■ **Task to complete**
Below are records; reproduce exactly the lines from the one containing "54 1002 134" through the end, both included, and only those.
---*---
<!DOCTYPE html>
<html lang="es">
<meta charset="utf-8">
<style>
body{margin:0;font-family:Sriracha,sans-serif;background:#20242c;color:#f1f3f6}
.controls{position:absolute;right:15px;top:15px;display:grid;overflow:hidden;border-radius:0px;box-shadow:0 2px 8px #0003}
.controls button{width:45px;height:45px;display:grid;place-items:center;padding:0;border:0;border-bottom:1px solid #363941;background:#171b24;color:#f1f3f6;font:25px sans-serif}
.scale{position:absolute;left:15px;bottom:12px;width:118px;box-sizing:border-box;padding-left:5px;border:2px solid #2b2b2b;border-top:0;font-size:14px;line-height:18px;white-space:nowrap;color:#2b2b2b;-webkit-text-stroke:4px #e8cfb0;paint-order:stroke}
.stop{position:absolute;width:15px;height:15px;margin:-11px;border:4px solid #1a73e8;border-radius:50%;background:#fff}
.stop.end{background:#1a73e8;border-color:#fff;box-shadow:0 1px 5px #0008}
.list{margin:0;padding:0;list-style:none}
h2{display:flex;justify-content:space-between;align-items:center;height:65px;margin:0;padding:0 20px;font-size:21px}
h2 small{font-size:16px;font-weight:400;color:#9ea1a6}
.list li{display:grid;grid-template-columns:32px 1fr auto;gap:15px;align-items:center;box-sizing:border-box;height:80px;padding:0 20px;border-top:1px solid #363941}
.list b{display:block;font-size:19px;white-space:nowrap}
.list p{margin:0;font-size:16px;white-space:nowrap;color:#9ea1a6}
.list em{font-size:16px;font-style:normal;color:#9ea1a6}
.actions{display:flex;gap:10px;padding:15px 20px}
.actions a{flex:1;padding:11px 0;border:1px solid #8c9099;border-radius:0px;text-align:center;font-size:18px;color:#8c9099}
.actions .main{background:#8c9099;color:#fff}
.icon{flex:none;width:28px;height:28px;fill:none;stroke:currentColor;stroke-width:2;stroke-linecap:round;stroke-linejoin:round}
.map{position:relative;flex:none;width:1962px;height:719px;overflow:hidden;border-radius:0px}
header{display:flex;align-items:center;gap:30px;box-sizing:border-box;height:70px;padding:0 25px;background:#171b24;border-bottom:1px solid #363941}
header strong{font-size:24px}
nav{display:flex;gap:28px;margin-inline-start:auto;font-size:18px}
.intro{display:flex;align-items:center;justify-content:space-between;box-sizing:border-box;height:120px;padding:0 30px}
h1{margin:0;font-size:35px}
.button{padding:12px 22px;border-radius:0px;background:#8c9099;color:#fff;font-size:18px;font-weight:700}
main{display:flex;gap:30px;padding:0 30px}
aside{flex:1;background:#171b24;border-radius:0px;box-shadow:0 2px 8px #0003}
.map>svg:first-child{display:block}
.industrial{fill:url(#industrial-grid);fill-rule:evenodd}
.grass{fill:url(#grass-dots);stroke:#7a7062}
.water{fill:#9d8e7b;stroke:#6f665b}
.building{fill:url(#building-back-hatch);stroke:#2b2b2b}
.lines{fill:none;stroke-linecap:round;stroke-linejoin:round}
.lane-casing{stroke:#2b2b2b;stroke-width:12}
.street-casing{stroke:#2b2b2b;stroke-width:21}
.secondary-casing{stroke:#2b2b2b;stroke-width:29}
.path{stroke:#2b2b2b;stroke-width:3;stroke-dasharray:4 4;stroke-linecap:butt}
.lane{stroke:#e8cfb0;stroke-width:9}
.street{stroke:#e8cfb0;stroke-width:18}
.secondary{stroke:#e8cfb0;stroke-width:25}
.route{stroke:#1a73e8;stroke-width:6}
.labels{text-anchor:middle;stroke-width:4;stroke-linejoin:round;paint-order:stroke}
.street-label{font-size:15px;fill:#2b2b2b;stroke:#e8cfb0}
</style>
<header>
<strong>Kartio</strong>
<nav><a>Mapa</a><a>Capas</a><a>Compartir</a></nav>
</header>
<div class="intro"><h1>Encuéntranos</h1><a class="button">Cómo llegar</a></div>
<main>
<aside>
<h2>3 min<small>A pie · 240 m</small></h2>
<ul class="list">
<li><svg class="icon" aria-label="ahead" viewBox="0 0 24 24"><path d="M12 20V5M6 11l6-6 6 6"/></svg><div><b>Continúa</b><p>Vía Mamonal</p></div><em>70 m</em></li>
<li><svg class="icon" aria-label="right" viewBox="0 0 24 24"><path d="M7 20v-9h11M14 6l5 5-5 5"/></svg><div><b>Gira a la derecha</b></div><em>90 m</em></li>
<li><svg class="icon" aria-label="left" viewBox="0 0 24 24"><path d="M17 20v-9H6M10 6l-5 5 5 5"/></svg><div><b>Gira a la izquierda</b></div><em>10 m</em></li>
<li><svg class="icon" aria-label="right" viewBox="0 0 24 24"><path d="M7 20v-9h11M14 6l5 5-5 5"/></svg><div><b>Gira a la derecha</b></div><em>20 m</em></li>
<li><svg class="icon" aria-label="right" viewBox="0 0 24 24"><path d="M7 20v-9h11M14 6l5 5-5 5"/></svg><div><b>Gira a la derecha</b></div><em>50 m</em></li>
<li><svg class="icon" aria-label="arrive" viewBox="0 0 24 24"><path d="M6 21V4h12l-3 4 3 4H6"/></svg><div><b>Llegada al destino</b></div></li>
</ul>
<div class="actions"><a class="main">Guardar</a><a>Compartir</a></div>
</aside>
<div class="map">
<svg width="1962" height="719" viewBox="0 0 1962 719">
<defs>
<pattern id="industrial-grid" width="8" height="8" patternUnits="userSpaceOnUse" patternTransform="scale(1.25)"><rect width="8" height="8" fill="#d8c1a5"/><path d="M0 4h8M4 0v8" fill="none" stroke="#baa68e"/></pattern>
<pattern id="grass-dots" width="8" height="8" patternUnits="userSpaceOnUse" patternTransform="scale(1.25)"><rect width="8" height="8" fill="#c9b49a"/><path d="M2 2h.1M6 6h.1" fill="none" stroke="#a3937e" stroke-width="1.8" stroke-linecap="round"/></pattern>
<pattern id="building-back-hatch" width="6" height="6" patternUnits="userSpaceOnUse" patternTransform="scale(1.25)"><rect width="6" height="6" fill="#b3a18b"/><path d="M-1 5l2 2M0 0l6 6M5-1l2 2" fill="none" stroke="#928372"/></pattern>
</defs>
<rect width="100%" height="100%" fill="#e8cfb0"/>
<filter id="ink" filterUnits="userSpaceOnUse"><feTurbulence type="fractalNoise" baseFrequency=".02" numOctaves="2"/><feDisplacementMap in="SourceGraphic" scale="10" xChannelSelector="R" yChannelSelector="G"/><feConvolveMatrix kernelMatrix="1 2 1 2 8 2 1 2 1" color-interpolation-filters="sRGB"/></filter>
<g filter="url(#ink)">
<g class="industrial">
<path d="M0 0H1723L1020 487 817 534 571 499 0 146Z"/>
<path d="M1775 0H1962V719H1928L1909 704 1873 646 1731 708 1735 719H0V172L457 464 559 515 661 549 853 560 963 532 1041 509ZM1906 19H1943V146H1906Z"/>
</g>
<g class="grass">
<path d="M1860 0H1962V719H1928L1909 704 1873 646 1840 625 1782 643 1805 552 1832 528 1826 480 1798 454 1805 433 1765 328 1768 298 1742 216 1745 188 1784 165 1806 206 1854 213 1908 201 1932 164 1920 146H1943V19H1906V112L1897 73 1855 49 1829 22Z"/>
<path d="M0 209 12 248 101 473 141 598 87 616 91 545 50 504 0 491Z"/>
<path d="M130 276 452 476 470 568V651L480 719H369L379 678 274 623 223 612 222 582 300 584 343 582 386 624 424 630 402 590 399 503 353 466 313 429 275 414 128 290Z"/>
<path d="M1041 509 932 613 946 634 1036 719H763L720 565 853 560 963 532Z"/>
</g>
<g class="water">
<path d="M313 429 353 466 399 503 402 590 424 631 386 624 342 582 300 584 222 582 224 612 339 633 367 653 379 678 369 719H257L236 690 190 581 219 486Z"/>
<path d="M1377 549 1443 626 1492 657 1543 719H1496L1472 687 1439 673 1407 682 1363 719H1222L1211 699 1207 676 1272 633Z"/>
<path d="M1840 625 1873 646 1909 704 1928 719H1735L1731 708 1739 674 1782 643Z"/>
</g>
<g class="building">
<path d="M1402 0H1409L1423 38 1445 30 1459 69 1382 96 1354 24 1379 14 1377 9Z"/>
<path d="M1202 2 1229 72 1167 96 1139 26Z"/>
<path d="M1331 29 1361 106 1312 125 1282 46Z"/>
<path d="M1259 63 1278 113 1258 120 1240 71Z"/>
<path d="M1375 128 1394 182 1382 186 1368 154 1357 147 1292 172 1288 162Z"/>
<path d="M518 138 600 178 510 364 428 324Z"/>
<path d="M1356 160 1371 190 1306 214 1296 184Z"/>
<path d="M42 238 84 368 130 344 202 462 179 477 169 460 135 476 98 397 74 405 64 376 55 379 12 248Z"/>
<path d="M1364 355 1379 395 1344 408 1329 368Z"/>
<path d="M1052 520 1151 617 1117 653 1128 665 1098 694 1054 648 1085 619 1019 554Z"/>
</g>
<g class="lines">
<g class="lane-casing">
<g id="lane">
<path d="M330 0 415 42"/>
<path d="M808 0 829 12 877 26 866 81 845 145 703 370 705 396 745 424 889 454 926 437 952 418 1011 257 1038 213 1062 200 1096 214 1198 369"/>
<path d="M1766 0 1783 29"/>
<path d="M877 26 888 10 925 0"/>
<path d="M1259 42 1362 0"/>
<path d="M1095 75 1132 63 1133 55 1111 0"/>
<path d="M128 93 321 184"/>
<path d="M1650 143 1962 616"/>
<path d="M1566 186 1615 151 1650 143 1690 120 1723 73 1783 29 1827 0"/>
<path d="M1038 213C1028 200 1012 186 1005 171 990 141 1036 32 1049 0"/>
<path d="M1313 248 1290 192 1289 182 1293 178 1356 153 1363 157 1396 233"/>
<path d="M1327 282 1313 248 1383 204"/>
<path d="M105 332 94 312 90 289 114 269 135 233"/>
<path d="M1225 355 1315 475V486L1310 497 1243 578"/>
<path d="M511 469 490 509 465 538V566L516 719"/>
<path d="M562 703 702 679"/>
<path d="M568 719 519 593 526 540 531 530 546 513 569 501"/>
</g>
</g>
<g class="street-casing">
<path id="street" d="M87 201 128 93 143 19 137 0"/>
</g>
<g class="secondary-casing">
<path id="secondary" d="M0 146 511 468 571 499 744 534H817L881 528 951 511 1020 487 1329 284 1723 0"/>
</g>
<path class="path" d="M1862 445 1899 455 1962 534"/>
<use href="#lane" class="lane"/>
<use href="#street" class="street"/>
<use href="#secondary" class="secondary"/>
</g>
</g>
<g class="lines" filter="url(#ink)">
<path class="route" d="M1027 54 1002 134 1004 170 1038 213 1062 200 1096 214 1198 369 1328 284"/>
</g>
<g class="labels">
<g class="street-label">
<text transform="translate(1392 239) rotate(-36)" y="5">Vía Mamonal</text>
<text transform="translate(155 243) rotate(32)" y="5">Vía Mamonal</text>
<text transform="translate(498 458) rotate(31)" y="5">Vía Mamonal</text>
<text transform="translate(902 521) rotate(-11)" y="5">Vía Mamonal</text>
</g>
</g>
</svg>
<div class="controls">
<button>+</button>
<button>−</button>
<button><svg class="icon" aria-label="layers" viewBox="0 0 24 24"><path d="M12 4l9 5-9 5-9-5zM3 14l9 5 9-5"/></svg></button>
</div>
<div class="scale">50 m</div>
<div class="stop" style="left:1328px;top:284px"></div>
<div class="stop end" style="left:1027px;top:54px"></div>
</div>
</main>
---*---
■ **Written reply**
<path class="route" d="M1027 54 1002 134 1004 170 1038 213 1062 200 1096 214 1198 369 1328 284"/>
</g>
<g class="labels">
<g class="street-label">
<text transform="translate(1392 239) rotate(-36)" y="5">Vía Mamonal</text>
<text transform="translate(155 243) rotate(32)" y="5">Vía Mamonal</text>
<text transform="translate(498 458) rotate(31)" y="5">Vía Mamonal</text>
<text transform="translate(902 521) rotate(-11)" y="5">Vía Mamonal</text>
</g>
</g>
</svg>
<div class="controls">
<button>+</button>
<button>−</button>
<button><svg class="icon" aria-label="layers" viewBox="0 0 24 24"><path d="M12 4l9 5-9 5-9-5zM3 14l9 5 9-5"/></svg></button>
</div>
<div class="scale">50 m</div>
<div class="stop" style="left:1328px;top:284px"></div>
<div class="stop end" style="left:1027px;top:54px"></div>
</div>
</main>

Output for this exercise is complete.